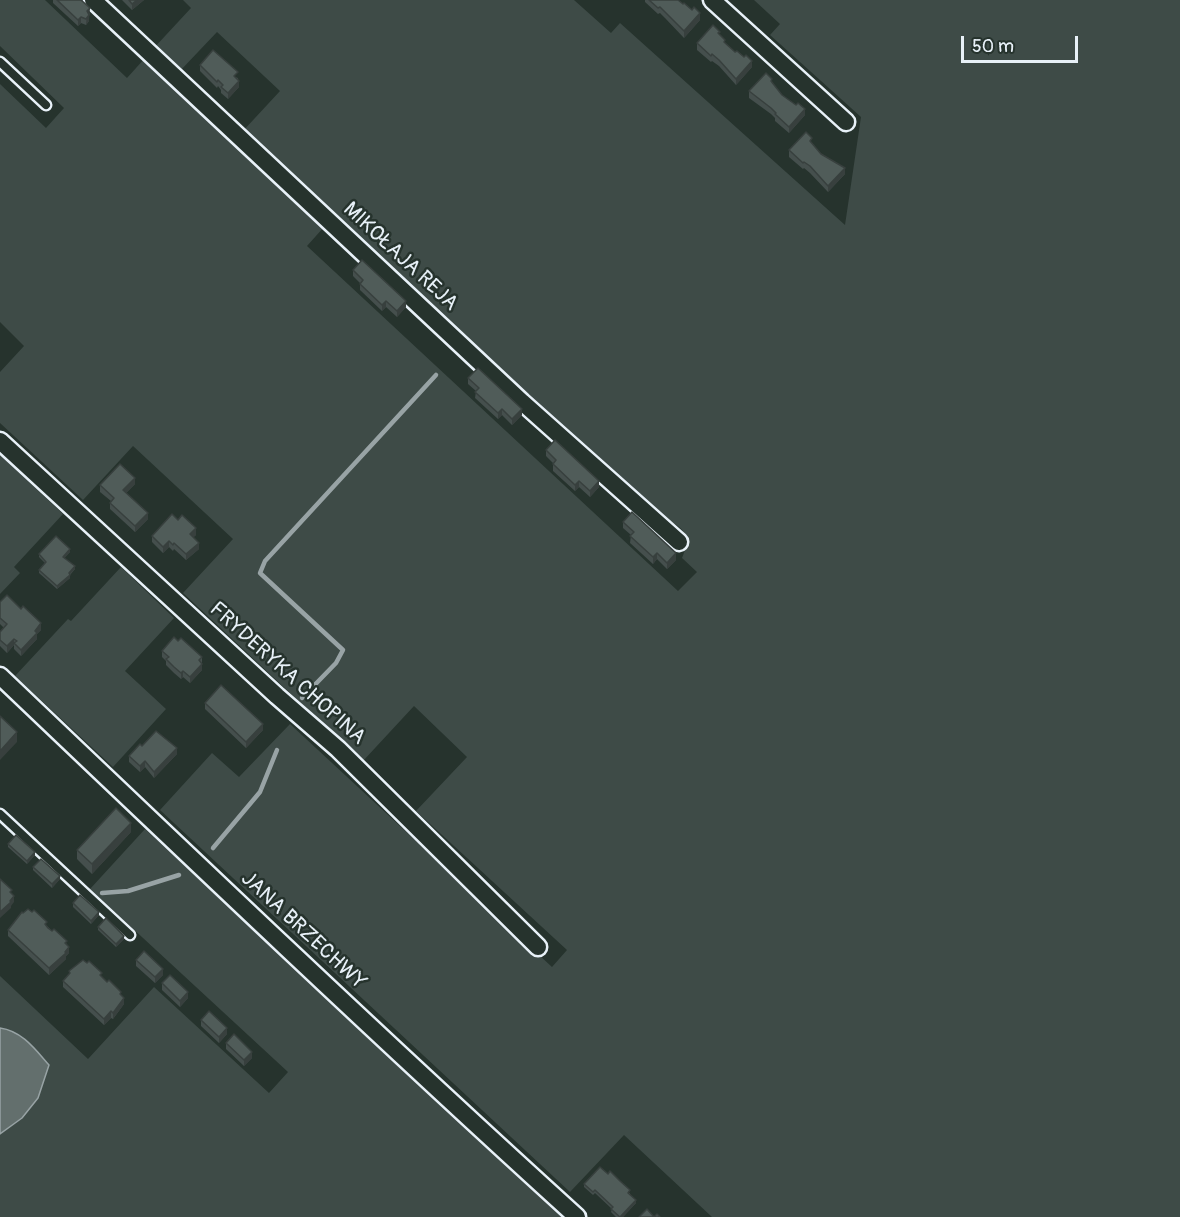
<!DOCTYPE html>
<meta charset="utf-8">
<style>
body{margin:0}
#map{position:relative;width:1180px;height:1217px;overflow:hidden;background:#26332d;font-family:Pangolin,sans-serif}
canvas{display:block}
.scale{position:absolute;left:961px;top:36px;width:117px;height:27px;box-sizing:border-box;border:3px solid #e8f1f8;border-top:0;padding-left:8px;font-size:18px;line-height:21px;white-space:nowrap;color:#e8f1f8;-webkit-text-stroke:4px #26332d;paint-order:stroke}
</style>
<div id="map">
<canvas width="1180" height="1217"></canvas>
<div class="scale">50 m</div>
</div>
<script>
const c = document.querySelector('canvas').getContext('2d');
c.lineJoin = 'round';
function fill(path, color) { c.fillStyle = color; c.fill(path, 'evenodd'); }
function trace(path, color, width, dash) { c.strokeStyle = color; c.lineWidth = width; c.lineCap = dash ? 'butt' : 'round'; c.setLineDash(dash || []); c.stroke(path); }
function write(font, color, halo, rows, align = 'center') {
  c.font = font + ' Pangolin,sans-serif'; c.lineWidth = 5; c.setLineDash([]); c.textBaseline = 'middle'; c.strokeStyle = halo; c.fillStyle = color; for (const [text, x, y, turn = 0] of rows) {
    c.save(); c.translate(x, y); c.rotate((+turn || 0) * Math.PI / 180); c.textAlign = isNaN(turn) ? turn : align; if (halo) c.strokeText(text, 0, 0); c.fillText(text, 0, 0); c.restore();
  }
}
const green = new Path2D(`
 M0,0H45L127,78L145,58L324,227L307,246L678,591L697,572L682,558C694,532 680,525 658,516L242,132L280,91L217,32L179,72L153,49L191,8L183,0H574L611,33L620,23L845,225L861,117L770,35L780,24L754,0H1180V1217H712L624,1135L570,1192L160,810L212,753L239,777L290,724L552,967L567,950L416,811L467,757L414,706L363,761L183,593L233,539L133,446L83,500L0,423V372L24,346L0,322V84L46,128L64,108L0,46Z
 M0,455L63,514L14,567L20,573L0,594Z
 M121,567L174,618L125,671L166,709L113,767L15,676L68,619L71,621Z
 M145,829L563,1217H0V976L88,1059L154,987L269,1093L288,1072L90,889Z`);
const water = new Path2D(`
 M0,1028C22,1031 35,1049 49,1065L38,1098L22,1118L0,1134Z`);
const stream = new Path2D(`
 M302,698L336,663L343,650L260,573L265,561L436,375
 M213,848L260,792L277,750
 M102,893L128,891L179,875`);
const service = new Path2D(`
 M0,62L46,105
 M0,814L130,935`);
const minor = new Path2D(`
 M93,0L522,402L679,542
 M712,0L846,122
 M0,441L277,696L338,749L538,947
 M0,676C191,858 382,1040 577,1217`);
const wall = new Path2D(`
 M53,0H81L90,14L89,15V21L86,25L81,23L78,26L53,3Z
 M122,0H144L132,10Z
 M645,0H678L700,20L684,38L665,18L660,13L658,14L645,2Z
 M720,35L725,43L752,67L736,85L719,66L712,61L711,62L697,50V43Z
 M200,65L238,78L239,87L228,99L221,93V90L218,86L217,88L200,71Z
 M772,84L782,95L805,115L789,133L775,121V118L771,114L749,98V91Z
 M812,143L821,154L845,174L828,192L810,173L804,168L803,169L789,157V150Z
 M353,270L406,307L397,317L386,307L382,311L360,290V283L353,276Z
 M468,378L522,415L512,425L502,415L498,419L475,398L476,391L468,384Z
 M546,450L599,487L590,497L579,487L575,491L553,471V463L546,456Z
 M135,484L126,493L148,519L135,532L110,509V503L111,501L100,492V485Z
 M623,522L676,560L667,569L657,559L653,564L630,543L631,535L623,528Z
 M196,535L193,537L199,549L186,560L174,549L173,551L169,547L163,553L152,542V536Z
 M70,552L64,558L75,569L70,575V578L57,589L39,573V570L45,563L39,557V554Z
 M0,602L41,630L37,634V639L21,656L14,649V645L7,653L0,646V632L4,628L0,624Z
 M178,641L202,657V670L190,683L183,677L181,679L174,673L166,665V661L162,657V651Z
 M205,703L263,730L246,748L205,709Z
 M142,746L177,754L154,778L145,767L140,772L129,762V756Z
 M131,832L92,874L77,859V850Z
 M8,844L35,855L27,864L8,847Z
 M33,867L60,879L52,888L33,870Z
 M73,903L99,915L91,924L73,907Z
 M47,926L67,944L69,953L66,956V959L49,975L8,936V930Z
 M98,927L124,939L116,947L98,930Z
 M136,960L163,975L155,983L136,966Z
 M69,971L102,977L124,1004L113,1019L111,1018L104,1025L63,987V981L69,974Z
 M162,983L188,998L180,1007L162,990Z
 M201,1020L227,1034L219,1043L201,1026Z
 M226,1043L252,1058L244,1066L226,1049Z
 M584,1184L630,1193V1194L636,1203L623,1217H616L611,1212L612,1209L595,1193L593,1195L584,1187Z`);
const shadedWall = new Path2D(`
 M137,0H144L132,10V4Z
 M90,8L89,21L86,25L87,11Z
 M700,13V20L684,38V31Z
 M81,17V23L78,26V20Z
 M752,61V67L736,85V79Z
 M239,81V87L228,99V93Z
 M805,109V115L789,133V127Z
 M845,168V174L828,192V186Z
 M386,301V307L382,311V305Z
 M406,301V307L397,317V311Z
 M502,409V415L498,419V413Z
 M522,409V415L512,425V419Z
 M135,478V484L123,496V490Z
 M579,481V487L575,491V485Z
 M599,481V487L590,497V491Z
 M148,513V519L135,532V526Z
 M196,528V535L190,541V534Z
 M169,541V547L163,553V547Z
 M199,543V549L186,560V554Z
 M70,549V552L63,560V557Z
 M657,553V559L653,564V557Z
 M676,553V560L667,569V563Z
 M75,566V569L69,575H70V578L57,589V586Z
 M41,623V630L37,634V639L21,656V650L35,631Z
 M14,639V645L7,653V646Z
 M202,664V670L190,683V677Z
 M183,671V677L181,679V673Z
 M263,724V730L246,748V742Z
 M17,732V742L0,760V751Z
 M177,748V754L154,778V772Z
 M145,761V767L140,772V766Z
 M131,823V832L92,874V864Z
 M35,852V855L27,864V861Z
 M60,876V879L52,888V884Z
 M14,896V902L11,906V908L0,918V912Z
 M99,912V915L91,924V921Z
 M124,936V939L116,947V944Z
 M69,947V953L66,956V959L49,975V968Z
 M163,969V975L155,983V977Z
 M188,992V998L180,1007V1001Z
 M124,998V1004L113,1019V1013Z
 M111,1011V1018L104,1025V1019Z
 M227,1028V1034L219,1043V1037Z
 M252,1052V1058L244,1066V1060Z
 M636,1200V1203L623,1217H620Z`);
const building = new Path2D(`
 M57,0H81L90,8L87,11L89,15L86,19L81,17L78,20Z
 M129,0H137L132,4Z
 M649,0H678L683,4L684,3L692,10L694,7L700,13L684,31L660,7L658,8Z
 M713,25L720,32L718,33L725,40L724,42L735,52L737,51L744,57L746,55L752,61L736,79L719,60L712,54L711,56L697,43Z
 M213,50L238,72L234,76L239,81L228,93L221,87L223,85L218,80L217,82L200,65Z
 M766,73L772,79L771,81L782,95L796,105L798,103L805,109L789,127L775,114L776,113L771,108L749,91Z
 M806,132L812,138L810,141L821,154L845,168L828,186L810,166L804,162L803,163L789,150Z
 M362,260L406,301L397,311L386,301L382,305L360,284L363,280L353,270Z
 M478,368L522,409L512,419L502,409L498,413L475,392L479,388L468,378Z
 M555,440L599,481L590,491L579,481L575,485L553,464L556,460L546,450Z
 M120,464L135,478L123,490L148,513L135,526L110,503L114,498L100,485Z
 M632,512L676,553L667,563L657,553L653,557L630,536L634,532L623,522Z
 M172,514L178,520L182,515L196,528L190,534L199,543L186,554L174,543L173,545L169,541L163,547L152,536Z
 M56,536L70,549L63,557L75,566L69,573L70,575L57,586L39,570L46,562L39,554Z
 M7,595L21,609L23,606L41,623L35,631L37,633L21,650L14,643L17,641L14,639L7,646L0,640V632L7,624L0,618V602Z
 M174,637L178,641L181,638L202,657L199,660L202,664L190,677L183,671L181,673L174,667L166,659L169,657L162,651Z
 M221,685L263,724L246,742L205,703Z
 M0,716L17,732L0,751Z
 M156,731L177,748L154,772L145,761L140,766L129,756L140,744L142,746Z
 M116,808L131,823L92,864L77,850Z
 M16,835L35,852L27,861L8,844Z
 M41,859L60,876L52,884L33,867Z
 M0,879L12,890L10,892L14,896L10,901L11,902L0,912Z
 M80,895L99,912L91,921L73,903Z
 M28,909L32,912L34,910L47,922L45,924L48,928L52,931L54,929L67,941L65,943L69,947L65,952L66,953L49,968L8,930L22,912L23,913Z
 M106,918L124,936L116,944L98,927Z
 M144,951L163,969L155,977L136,960Z
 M83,960L87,963L89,961L102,973L100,975L107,982L109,980L121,992L120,994L124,998L113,1013L111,1011L104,1019L63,981L70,973L69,971Z
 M170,975L188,992L180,1001L162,983Z
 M209,1011L227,1028L219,1037L201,1020Z
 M234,1034L252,1052L244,1060L226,1043Z
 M600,1167L608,1174L610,1171L620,1181L630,1190L628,1193L636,1200L620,1217L611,1209L613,1207L595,1190L593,1192L584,1184Z
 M647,1209L654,1217L657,1214L660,1217H639Z`);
const streetNames = [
 ["MIKOŁAJA REJA",400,257,43],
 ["FRYDERYKA CHOPINA",287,674,42],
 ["JANA BRZECHWY",303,931,43]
];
fill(green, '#3e4b47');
fill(water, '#636f6d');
trace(water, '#98a3a5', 1.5);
trace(stream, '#98a3a5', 4.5);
trace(service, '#e8f1f8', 13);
trace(minor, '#e8f1f8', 21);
trace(service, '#26332d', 8);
trace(minor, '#26332d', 16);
fill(wall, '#454f4d');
fill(shadedWall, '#38403e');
fill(building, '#505c59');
trace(building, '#38403e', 1.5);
write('21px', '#e8f1f8', '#26332d', streetNames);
</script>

──────

In the listing, find each line with the string "turn" and copy it.

  c.font = font + ' Pangolin,sans-serif'; c.lineWidth = 5; c.setLineDash([]); c.textBaseline = 'middle'; c.strokeStyle = halo; c.fillStyle = color; for (const [text, x, y, turn = 0] of rows) {
    c.save(); c.translate(x, y); c.rotate((+turn || 0) * Math.PI / 180); c.textAlign = isNaN(turn) ? turn : align; if (halo) c.strokeText(text, 0, 0); c.fillText(text, 0, 0); c.restore();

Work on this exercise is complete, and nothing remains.